7 Denis Walsh (St Catherine’s): Despite a wonderful dual career, Walsh is often considered the nearly man of Cork GAA, mainly because he should have joined Teddy McCarthy in winning two All-Ireland medals in 1990, but he was cruelly dropped from the football side prior to the final against Meath. 

He also failed to get the nod from either the football or hurling All-Star selectors, but as he won pretty much everything else, that won’t hurt too much.

8 Tom Kenny (Grenagh): The inspiration for this article, as I was genuinely shocked to see that the Grenagh man never won an All-Star in the 11 years he graced the Cork jersey. Kenny was a wonderful athlete and his midfield partnership with Jerry O’Connor was key to the way that the great Cork team of 2004 – 2006 played. 

Tom Kenny strikes home his goal against Wexford in the 2004 All-Ireland semi-final. Picture: Eddie O'Hare
Tom Kenny strikes home his goal against Wexford in the 2004 All-Ireland semi-final. Picture: Eddie O'Hare

Jerry obviously was the more eye-catching, as he won three All-Stars in a wonderful career, but it was very much a partnership of equals.

9 Teddy McCarthy (Sarsfields):

Possibly the biggest shock of all is that Teddy never won a hurling All-Star. He did win a football one in 1989, but it is a surprise that someone as swashbuckling as McCarthy was looked over, and especially in 1990, when he won the double and scored three points in the Final.

10 Conor Lehane (Midleton): Still not 28, 2020 would have been Lehane’s 10th championship campaign for Cork, yet despite his undoubted talents, he has always been overlooked on All-Star night. Perhaps that is an indicator of the Midleton attacker’s perceived inconsistency. 

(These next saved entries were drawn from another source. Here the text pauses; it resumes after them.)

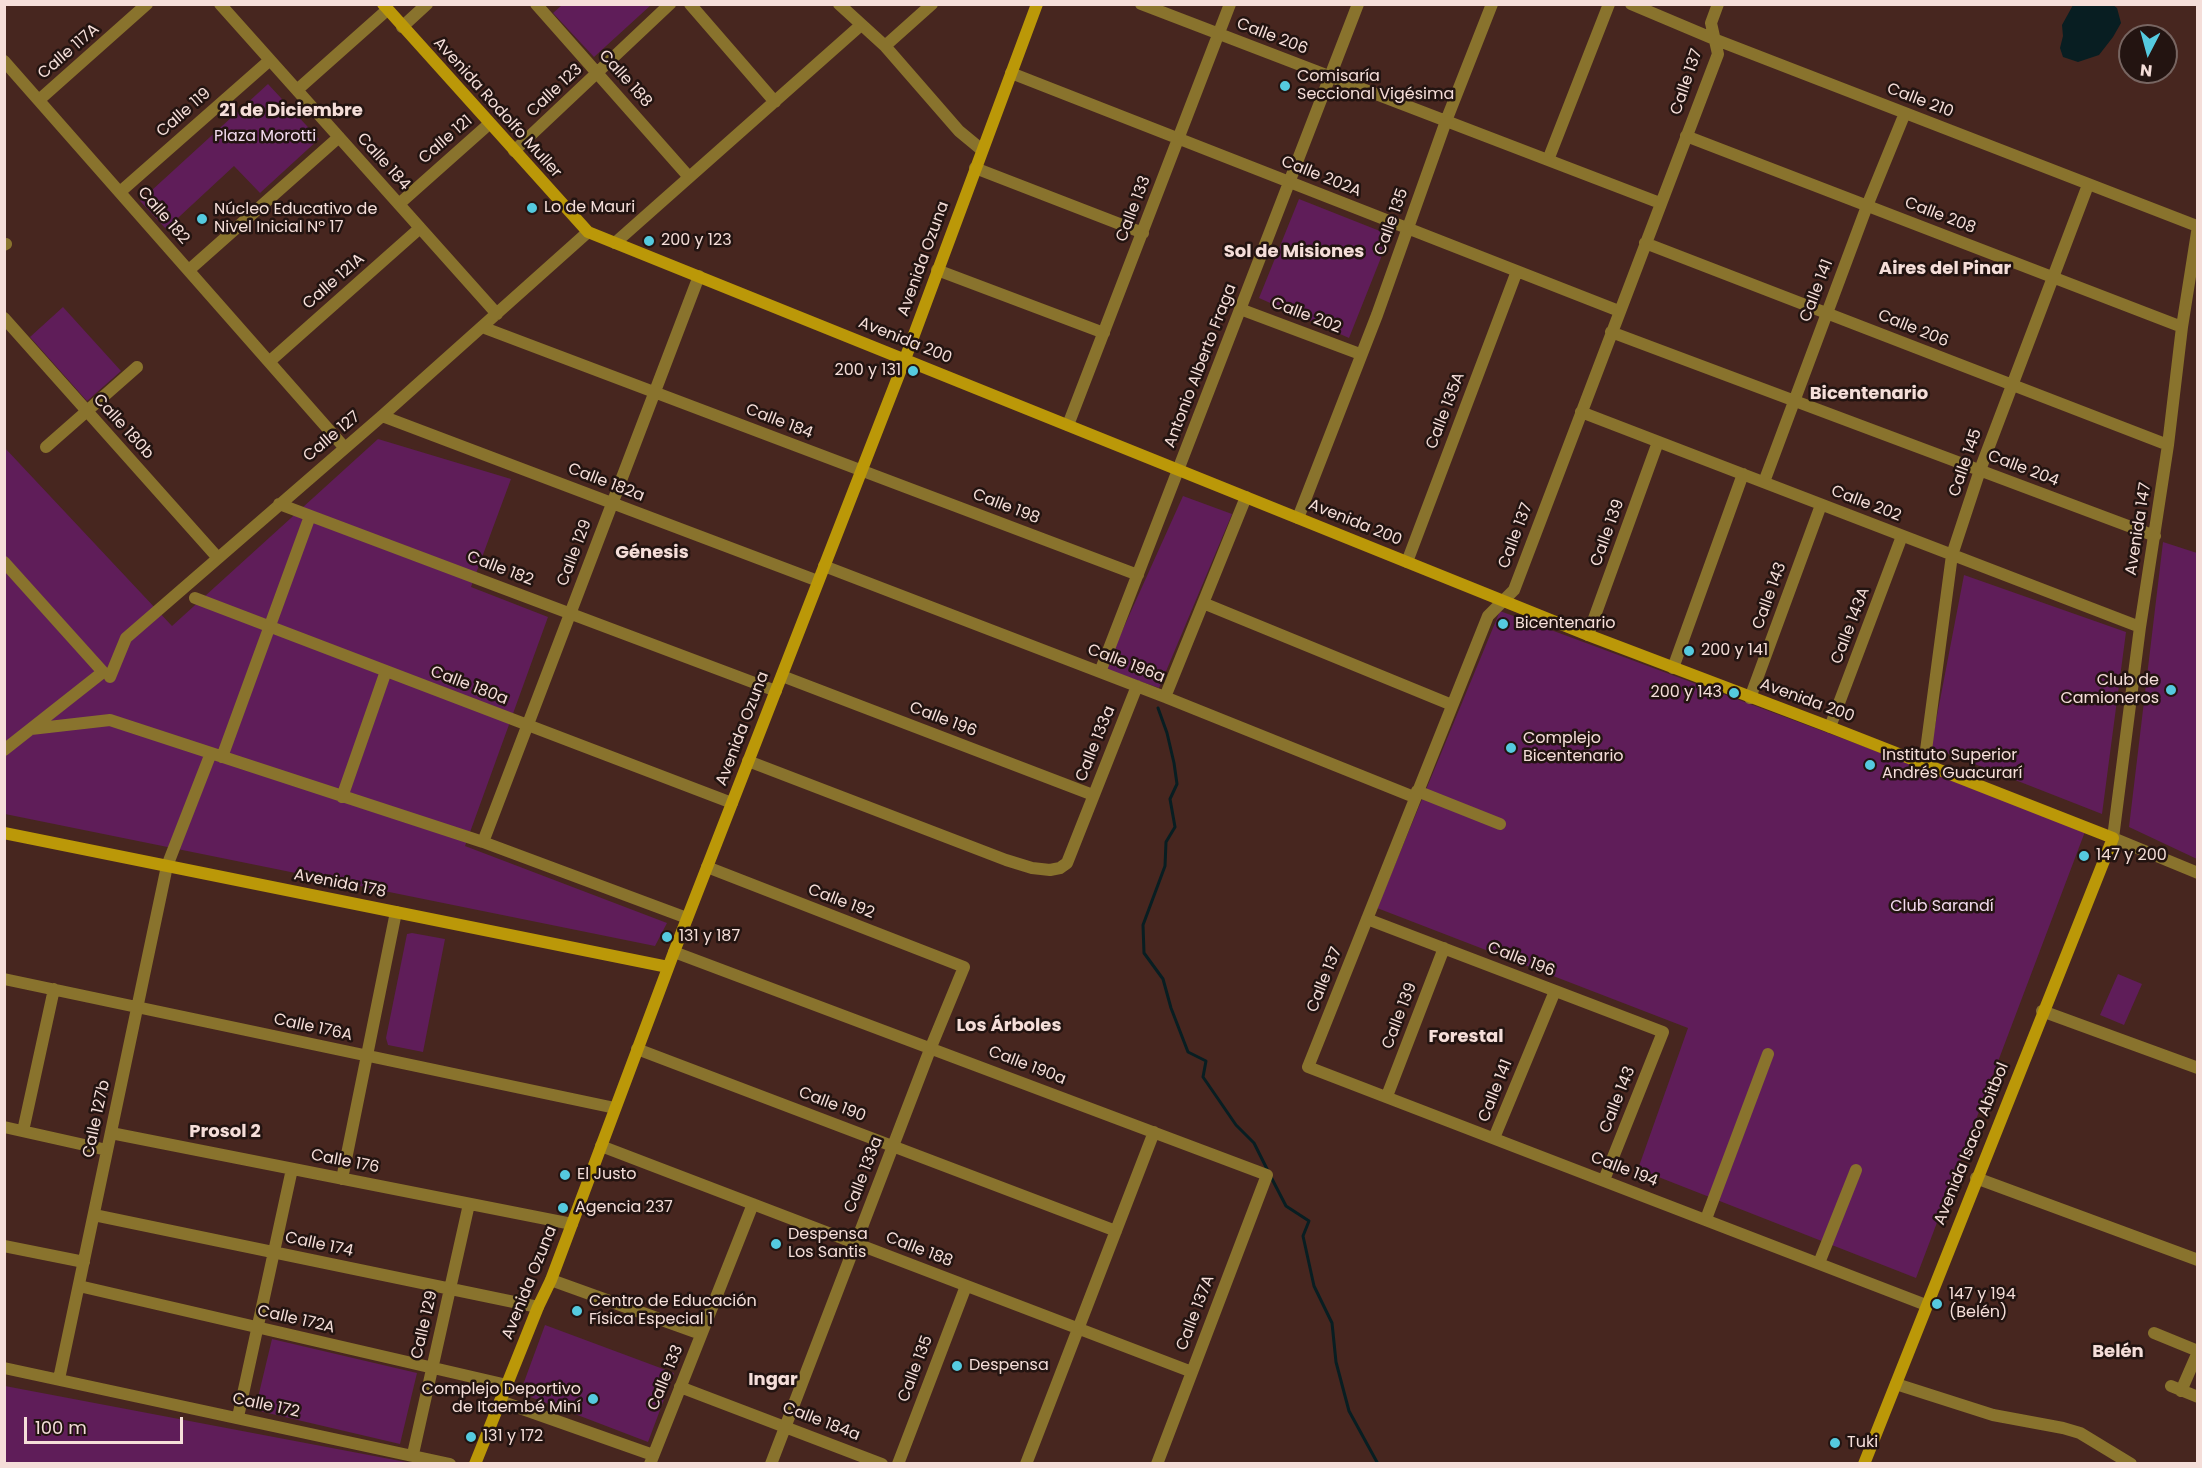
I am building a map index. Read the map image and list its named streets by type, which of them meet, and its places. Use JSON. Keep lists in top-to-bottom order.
{
  "streets": {
    "main road": [
      "Avenida Rodolfo Muller",
      "Avenida Ozuna",
      "Avenida 200",
      "Avenida 178",
      "Avenida Isaco Abitbol"
    ],
    "street": [
      "Calle 206",
      "Calle 117A",
      "Calle 188",
      "Calle 137",
      "Calle 123",
      "Calle 210",
      "Calle 119",
      "Calle 121",
      "Calle 184",
      "Calle 202A",
      "Calle 133",
      "Calle 182",
      "Calle 208",
      "Calle 135",
      "Calle 121A",
      "Calle 141",
      "Calle 202",
      "Antonio Alberto Fraga",
      "Calle 135A",
      "Calle 180b",
      "Calle 127",
      "Calle 145",
      "Calle 204",
      "Calle 182a",
      "Calle 198",
      "Avenida 147",
      "Calle 139",
      "Calle 129",
      "Calle 143",
      "Calle 143A",
      "Calle 196a",
      "Calle 180a",
      "Calle 196",
      "Calle 133a",
      "Calle 192",
      "Calle 176A",
      "Calle 190a",
      "Calle 190",
      "Calle 127b",
      "Calle 176",
      "Calle 194",
      "Calle 174",
      "Calle 137A",
      "Calle 172A",
      "Calle 172",
      "Calle 184a"
    ]
  },
  "crossings": [
    ["Calle 206", "Calle 137"],
    ["Calle 206", "Calle 133"],
    ["Calle 206", "Calle 135"],
    ["Calle 206", "Calle 141"],
    ["Calle 206", "Antonio Alberto Fraga"],
    ["Calle 206", "Calle 145"],
    ["Calle 206", "Avenida 147"],
    ["Calle 117A", "Calle 182"],
    ["Calle 188", "Calle 123"],
    ["Calle 188", "Calle 133"],
    ["Calle 188", "Calle 135"],
    ["Calle 188", "Avenida Ozuna"],
    ["Calle 188", "Calle 133a"],
    ["Calle 188", "Calle 137A"],
    ["Calle 137", "Calle 210"],
    ["Calle 137", "Calle 202A"],
    ["Calle 137", "Calle 208"],
    ["Calle 137", "Calle 202"],
    ["Calle 137", "Avenida 200"],
    ["Calle 137", "Calle 204"],
    ["Calle 137", "Calle 196a"],
    ["Calle 137", "Calle 196"],
    ["Calle 137", "Calle 194"],
    ["Calle 123", "Avenida Rodolfo Muller"],
    ["Calle 210", "Calle 141"],
    ["Calle 210", "Calle 145"],
    ["Calle 210", "Avenida 147"],
    ["Avenida Rodolfo Muller", "Calle 121"],
    ["Avenida Rodolfo Muller", "Avenida 200"],
    ["Avenida Rodolfo Muller", "Calle 127"],
    ["Calle 119", "Calle 184"],
    ["Calle 119", "Calle 182"],
    ["Calle 121", "Calle 184"],
    ["Calle 184", "Avenida Ozuna"],
    ["Calle 184", "Calle 121A"],
    ["Calle 184", "Calle 127"],
    ["Calle 184", "Calle 198"],
    ["Calle 184", "Calle 129"],
    ["Calle 202A", "Calle 133"],
    ["Calle 202A", "Calle 135"],
    ["Calle 202A", "Avenida Ozuna"],
    ["Calle 202A", "Antonio Alberto Fraga"],
    ["Calle 202A", "Calle 135A"],
    ["Calle 133", "Avenida 200"],
    ["Calle 133", "Calle 184a"],
    ["Calle 182", "Avenida Ozuna"],
    ["Calle 182", "Calle 121A"],
    ["Calle 182", "Calle 127"],
    ["Calle 182", "Calle 129"],
    ["Calle 182", "Calle 127b"],
    ["Calle 208", "Calle 141"],
    ["Calle 208", "Calle 145"],
    ["Calle 208", "Avenida 147"],
    ["Calle 135", "Calle 202"],
    ["Calle 135", "Avenida 200"],
    ["Avenida Ozuna", "Avenida 200"],
    ["Avenida Ozuna", "Calle 182a"],
    ["Avenida Ozuna", "Calle 198"],
    ["Avenida Ozuna", "Calle 196a"],
    ["Avenida Ozuna", "Calle 180a"],
    ["Avenida Ozuna", "Calle 196"],
    ["Avenida Ozuna", "Calle 133a"],
    ["Avenida Ozuna", "Avenida 178"],
    ["Avenida Ozuna", "Calle 192"],
    ["Avenida Ozuna", "Calle 176A"],
    ["Avenida Ozuna", "Calle 190a"],
    ["Avenida Ozuna", "Calle 190"],
    ["Avenida Ozuna", "Calle 176"],
    ["Avenida Ozuna", "Calle 174"],
    ["Avenida Ozuna", "Calle 172A"],
    ["Calle 141", "Calle 202"],
    ["Calle 141", "Calle 204"],
    ["Calle 141", "Calle 196"],
    ["Calle 141", "Calle 194"],
    ["Calle 202", "Antonio Alberto Fraga"],
    ["Calle 202", "Calle 145"],
    ["Calle 202", "Avenida 147"],
    ["Calle 202", "Calle 139"],
    ["Calle 202", "Calle 143"],
    ["Calle 202", "Calle 143A"],
    ["Avenida 200", "Antonio Alberto Fraga"],
    ["Avenida 200", "Calle 135A"],
    ["Avenida 200", "Calle 127"],
    ["Avenida 200", "Calle 145"],
    ["Avenida 200", "Avenida 147"],
    ["Avenida 200", "Calle 139"],
    ["Avenida 200", "Calle 129"],
    ["Avenida 200", "Calle 143"],
    ["Avenida 200", "Calle 143A"],
    ["Avenida 200", "Avenida Isaco Abitbol"],
    ["Antonio Alberto Fraga", "Calle 198"],
    ["Antonio Alberto Fraga", "Calle 196a"],
    ["Calle 180b", "Calle 127"],
    ["Calle 127", "Calle 182a"],
    ["Calle 145", "Calle 204"],
    ["Calle 204", "Avenida 147"],
    ["Calle 182a", "Calle 129"],
    ["Avenida 147", "Avenida Isaco Abitbol"],
    ["Calle 139", "Calle 196"],
    ["Calle 139", "Calle 194"],
    ["Calle 129", "Calle 180a"],
    ["Calle 129", "Calle 176"],
    ["Calle 129", "Calle 174"],
    ["Calle 129", "Calle 172A"],
    ["Calle 129", "Calle 172"],
    ["Calle 143", "Calle 196"],
    ["Calle 143", "Calle 194"],
    ["Calle 196a", "Calle 133a"],
    ["Calle 180a", "Calle 127b"],
    ["Calle 196", "Calle 133a"],
    ["Calle 133a", "Calle 192"],
    ["Calle 133a", "Calle 190a"],
    ["Calle 133a", "Calle 190"],
    ["Calle 133a", "Calle 184a"],
    ["Avenida 178", "Calle 127b"],
    ["Calle 176A", "Calle 127b"],
    ["Calle 190a", "Calle 137A"],
    ["Calle 127b", "Calle 176"],
    ["Calle 127b", "Calle 174"],
    ["Calle 127b", "Calle 172A"],
    ["Calle 127b", "Calle 172"],
    ["Avenida Isaco Abitbol", "Calle 194"]
  ],
  "districts": [
    "21 de Diciembre",
    "Sol de Misiones",
    "Aires del Pinar",
    "Bicentenario",
    "Génesis",
    "Los Árboles",
    "Forestal",
    "Prosol 2",
    "Belén",
    "Ingar"
  ],
  "parks": ["Plaza Morotti", "Club Sarandí"],
  "places": [
    "Comisaría Seccional Vigésima",
    "Lo de Mauri",
    "Núcleo Educativo de Nivel Inicial Nº 17",
    "200 y 123",
    "200 y 131",
    "Bicentenario",
    "200 y 141",
    "Club de Camioneros",
    "200 y 143",
    "Complejo Bicentenario",
    "Instituto Superior Andrés Guacurarí",
    "147 y 200",
    "131 y 187",
    "El Justo",
    "Agencia 237",
    "Despensa Los Santis",
    "147 y 194 (Belén)",
    "Centro de Educación Física Especial 1",
    "Despensa",
    "Complejo Deportivo de Itaembé Miní",
    "131 y 172",
    "Tuki"
  ],
  "scale_bar": "100 m",
  "north": "bottom"
}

Who can forget those Croke Park goals against Clare and Limerick in 2013 and 2018? It is probably days like those that can frustrate Cork fans, as they know just how good he can be.

11 Mark Foley (Argideen Rangers): You win the All-Ireland, you score 2-7 from play in the Munster final and 1-1 from play in the All-Ireland Final, yet you get overlooked for an All-Star. That is exactly what happened Foley in 1990.

This was an era when you were in direct competition with players in the exact same position on opposition teams and Foley was just unfortunate to play the same role as Galway’s Joe Cooney, who was arguably the finest hurler in the country at the time. Today both would be accommodated.

12 Timmy McCarthy (Castlelyons): A player who sacrificed himself for the cause, he must have come very close to winning an All-Star in his debut year of 1999. He was brilliant in the opening win over Waterford, and his move to midfield in the torrential rain in the final against Kilkenny in Croke Park was a key move by manager JBM. One of those players not truly appreciated until he was gone.

14 Ger Fitzgerald (Midleton): Tony O’Sullivan, Tomas Mulcahy, John Fitzgibbon and Kevin Hennessy all won All-Star, yet Fitzgerald got none, despite being an integral part of that brilliant attack. 

Perhaps it is because he never shot the lights out in an All-Ireland Final where the others had their moments, but he played his part in the ’86 and ’90 triumphs.

15 Alan Browne (Blackrock): The Browne brothers all won All-Ireland’s, yet none of them received an All-Star, despite them all performing extremely important roles for Cork in these triumphs. 

Alan, the only forward of the three, was often the unheralded go-to man on Cork teams, with him being expected to win ball from a wing forward berth or inside closer to goal.